Conseil départemental du Doubs : premières dissensions dans la nouvelle majorité

Elu onzième vice-président le 2 avril, Alain Marguet a démissionné huit jours plus tard tandis que dans le magazine Vu du Doubs, Christine Bouquin faisait comme s'il y avait toujours eu dix vice-présidents... La gauche dénonce une cachotterie que la droite récuse, mais que ces mots de la présidente sonnent bizarrement : « Alain Marguet a fait un choix, je n'ai pas à me justifier ».

Alain Marguet a fait campagne pour davantage de moyens pour les routes, puis obtenu une vice-présidence dédiée qu'il n'aura occupé que huit jours.

Alain Marguet ne veut pas d'un strapontin. C'est ce qui a amené le conseiller départemental du canton d'Ornans à démissionner de la onzième vice-présidence du département huit jours après y avoir été élu lors de la séance d'installation de la nouvelle majorité, le 2 avril dernier. Dans l'opposition lors des précédents mandats, l'ancien conseiller général du canton de Montbenoît, conseiller municipal de Gilley où il a longtemps été correspondant local de L'Est Républicain, par ailleurs président de l'Amicale des Frontaliers, n'avait eu de cesse de défendre davantage de moyens pour les routes. Durant la campagne électorale, la nouvelle équipe l'a mis en avant sur ce point précis. Il disait ainsi entre les deux tours qu'il « manque 10 millions par an sur les routes ».

Interrogé, Alain Marguet ne veut pas commenter son acte. Mais quand on insiste, il confirme à mots couverts n'avoir pas eu les moyens de ses ambitions routières. Ni, sans doute, la confiance totale de la présidente Christine Bouquin. C'est ce qu'on comprend lorsqu'il fait référence à ses états de service et son expérience au sein de l'assemblée. On constate enfin qu'il n'est pas dans la commission spécifique aux routes.

Comme si de rien n'était

Session de budget modificatif le 15 juin
Le conseil général avait cinq commissions, le conseil départemental en aura six ! Et l'une d'elle sera exclusivement consacrée aux routes ! Cela fera-t-il augmenter le budget des routes ? On verra, notamment le 15 juin et la première modification budgétaire.
Christine Bouquin a également annoncé qu'elle rencontrera bientôt ses collègues des départements voisins pour leur proposer d' « initier des coopérations » afin de « trouver ensemble des économies d'échelle ».
Voir ici la liste des commissions et l'enregistrement vidéo  de la session.

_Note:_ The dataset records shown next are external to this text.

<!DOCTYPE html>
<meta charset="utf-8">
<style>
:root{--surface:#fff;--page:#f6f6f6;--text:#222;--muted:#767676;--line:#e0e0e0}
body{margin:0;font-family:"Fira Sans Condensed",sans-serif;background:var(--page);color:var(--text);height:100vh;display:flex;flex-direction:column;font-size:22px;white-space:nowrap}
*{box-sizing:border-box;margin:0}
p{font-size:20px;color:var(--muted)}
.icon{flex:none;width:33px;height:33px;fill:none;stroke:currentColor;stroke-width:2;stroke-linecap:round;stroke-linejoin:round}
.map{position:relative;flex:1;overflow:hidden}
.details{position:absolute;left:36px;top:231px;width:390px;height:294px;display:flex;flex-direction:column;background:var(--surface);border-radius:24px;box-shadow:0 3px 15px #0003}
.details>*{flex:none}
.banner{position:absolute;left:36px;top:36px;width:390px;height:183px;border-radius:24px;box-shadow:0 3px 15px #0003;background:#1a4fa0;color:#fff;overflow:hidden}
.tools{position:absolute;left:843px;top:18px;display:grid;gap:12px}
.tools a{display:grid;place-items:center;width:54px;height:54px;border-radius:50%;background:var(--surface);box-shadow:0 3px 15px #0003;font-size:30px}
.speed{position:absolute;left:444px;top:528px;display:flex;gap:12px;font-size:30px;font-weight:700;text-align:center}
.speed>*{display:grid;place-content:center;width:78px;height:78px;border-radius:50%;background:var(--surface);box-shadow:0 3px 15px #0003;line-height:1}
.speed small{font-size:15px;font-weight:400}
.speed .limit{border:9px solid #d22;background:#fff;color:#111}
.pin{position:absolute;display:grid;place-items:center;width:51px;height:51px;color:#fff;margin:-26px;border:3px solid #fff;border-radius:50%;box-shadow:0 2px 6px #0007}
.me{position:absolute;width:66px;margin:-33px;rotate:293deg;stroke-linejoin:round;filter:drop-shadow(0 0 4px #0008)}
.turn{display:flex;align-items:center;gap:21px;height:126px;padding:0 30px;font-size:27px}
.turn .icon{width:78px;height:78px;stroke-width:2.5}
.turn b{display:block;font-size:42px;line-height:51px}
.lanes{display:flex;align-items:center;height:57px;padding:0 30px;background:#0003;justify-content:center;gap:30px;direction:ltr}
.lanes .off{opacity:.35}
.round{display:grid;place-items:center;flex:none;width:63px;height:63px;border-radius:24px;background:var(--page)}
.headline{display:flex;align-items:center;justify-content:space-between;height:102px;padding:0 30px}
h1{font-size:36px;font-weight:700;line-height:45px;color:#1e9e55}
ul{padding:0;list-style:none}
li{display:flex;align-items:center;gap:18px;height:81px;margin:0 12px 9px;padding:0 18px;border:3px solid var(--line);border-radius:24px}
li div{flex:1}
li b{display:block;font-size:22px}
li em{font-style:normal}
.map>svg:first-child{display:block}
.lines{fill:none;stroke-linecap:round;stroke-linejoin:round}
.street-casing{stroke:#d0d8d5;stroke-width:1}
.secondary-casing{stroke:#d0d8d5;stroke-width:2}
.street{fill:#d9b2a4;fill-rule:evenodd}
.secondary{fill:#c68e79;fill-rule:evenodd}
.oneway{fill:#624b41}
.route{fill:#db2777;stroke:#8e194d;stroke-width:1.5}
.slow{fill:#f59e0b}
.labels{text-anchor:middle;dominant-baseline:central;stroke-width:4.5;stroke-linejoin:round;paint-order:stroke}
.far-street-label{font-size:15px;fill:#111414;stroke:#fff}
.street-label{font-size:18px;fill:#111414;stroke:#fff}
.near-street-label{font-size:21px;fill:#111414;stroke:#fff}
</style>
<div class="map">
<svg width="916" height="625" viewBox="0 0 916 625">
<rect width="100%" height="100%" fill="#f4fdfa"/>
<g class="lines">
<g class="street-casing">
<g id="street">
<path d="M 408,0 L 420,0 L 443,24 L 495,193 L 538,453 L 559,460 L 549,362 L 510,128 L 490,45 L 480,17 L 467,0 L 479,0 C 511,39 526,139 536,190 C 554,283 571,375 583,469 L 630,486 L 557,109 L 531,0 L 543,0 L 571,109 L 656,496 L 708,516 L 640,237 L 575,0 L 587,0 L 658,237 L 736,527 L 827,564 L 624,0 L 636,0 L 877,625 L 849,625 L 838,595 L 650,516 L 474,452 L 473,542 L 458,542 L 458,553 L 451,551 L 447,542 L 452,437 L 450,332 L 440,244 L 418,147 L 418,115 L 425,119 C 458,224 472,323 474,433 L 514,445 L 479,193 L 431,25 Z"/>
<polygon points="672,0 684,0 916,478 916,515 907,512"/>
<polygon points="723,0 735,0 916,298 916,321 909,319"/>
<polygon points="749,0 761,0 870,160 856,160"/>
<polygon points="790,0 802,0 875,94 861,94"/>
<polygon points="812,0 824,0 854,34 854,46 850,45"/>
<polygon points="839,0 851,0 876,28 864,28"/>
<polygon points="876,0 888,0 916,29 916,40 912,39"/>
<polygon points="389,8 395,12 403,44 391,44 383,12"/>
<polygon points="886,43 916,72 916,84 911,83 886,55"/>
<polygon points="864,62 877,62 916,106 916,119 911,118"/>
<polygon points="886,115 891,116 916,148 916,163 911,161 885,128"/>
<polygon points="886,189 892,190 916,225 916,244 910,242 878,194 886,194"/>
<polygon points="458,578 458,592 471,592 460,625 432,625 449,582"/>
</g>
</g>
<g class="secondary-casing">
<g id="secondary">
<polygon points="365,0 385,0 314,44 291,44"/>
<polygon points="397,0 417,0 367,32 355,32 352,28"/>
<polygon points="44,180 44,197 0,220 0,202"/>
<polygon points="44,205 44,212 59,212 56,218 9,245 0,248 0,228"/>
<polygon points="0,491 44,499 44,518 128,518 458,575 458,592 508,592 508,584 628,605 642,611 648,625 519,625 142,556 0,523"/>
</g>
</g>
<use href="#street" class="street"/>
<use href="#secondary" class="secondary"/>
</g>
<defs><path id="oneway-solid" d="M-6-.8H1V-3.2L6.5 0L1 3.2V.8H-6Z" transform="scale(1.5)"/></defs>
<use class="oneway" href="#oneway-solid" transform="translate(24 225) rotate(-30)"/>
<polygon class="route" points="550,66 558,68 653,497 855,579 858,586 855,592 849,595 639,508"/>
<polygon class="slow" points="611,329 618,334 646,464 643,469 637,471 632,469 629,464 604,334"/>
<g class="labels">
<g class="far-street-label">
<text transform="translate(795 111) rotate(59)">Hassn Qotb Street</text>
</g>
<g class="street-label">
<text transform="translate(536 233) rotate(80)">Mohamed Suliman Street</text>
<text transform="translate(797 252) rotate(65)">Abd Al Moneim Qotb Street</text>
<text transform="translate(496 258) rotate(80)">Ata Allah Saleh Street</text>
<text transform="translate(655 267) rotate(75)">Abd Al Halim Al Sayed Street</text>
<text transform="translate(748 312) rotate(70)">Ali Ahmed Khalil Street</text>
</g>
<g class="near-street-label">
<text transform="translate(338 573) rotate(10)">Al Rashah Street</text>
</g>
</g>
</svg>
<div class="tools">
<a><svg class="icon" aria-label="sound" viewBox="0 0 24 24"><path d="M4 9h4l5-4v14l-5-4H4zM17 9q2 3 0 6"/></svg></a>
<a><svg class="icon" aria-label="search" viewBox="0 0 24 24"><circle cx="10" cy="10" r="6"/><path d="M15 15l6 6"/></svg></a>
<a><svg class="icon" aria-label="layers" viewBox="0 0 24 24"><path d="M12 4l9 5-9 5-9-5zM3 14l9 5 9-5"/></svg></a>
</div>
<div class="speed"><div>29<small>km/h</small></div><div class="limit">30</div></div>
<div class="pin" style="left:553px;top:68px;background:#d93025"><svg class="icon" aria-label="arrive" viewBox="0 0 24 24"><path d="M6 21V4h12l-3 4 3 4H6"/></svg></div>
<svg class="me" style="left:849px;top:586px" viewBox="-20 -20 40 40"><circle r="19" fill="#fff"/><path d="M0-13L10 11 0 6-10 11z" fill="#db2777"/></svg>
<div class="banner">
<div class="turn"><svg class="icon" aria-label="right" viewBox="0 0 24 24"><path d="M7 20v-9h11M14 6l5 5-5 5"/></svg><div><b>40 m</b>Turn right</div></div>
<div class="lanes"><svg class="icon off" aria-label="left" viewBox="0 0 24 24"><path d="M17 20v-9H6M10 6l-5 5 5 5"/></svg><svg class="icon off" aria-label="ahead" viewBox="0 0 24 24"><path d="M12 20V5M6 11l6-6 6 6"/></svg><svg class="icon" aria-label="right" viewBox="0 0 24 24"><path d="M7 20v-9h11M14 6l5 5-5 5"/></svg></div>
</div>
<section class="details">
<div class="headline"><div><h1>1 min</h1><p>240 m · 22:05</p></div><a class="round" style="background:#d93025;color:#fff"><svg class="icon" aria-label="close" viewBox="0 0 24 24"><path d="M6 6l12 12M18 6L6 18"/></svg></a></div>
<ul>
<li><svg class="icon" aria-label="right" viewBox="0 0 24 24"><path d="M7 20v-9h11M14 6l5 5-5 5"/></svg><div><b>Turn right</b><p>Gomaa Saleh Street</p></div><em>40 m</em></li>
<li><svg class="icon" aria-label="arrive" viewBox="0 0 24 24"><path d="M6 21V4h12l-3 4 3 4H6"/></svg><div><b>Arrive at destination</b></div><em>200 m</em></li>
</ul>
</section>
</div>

Le retrait d'Alain Marguet a cependant pris des proportions inattendues, lundi 27 avril lors de la session consacrée à la désignation des représentants du département dans près de 300 structures. Vu du Doubs, le magazine de l'institution, distribué dans tous les foyers doubiens, fait - pages 18 et 19 - comme s'il n'avait jamais été vice-président, même une semaine. Pire, dans le jeu de questions-réponses auquel elle se prête, Christine Bouquin parle de dix vice-présidences comme si de rien n'était, précisant qu'elles a « souhaité appliquer la parité au sein de l'exécutif » ! Est-ce à dire qu'Alain Marguet, qui aurait fait pencher la balance en faveur d'une surréprésentation masculine avec six hommes et cinq femmes, aura fait les frais de cette volonté de stricte égalité ?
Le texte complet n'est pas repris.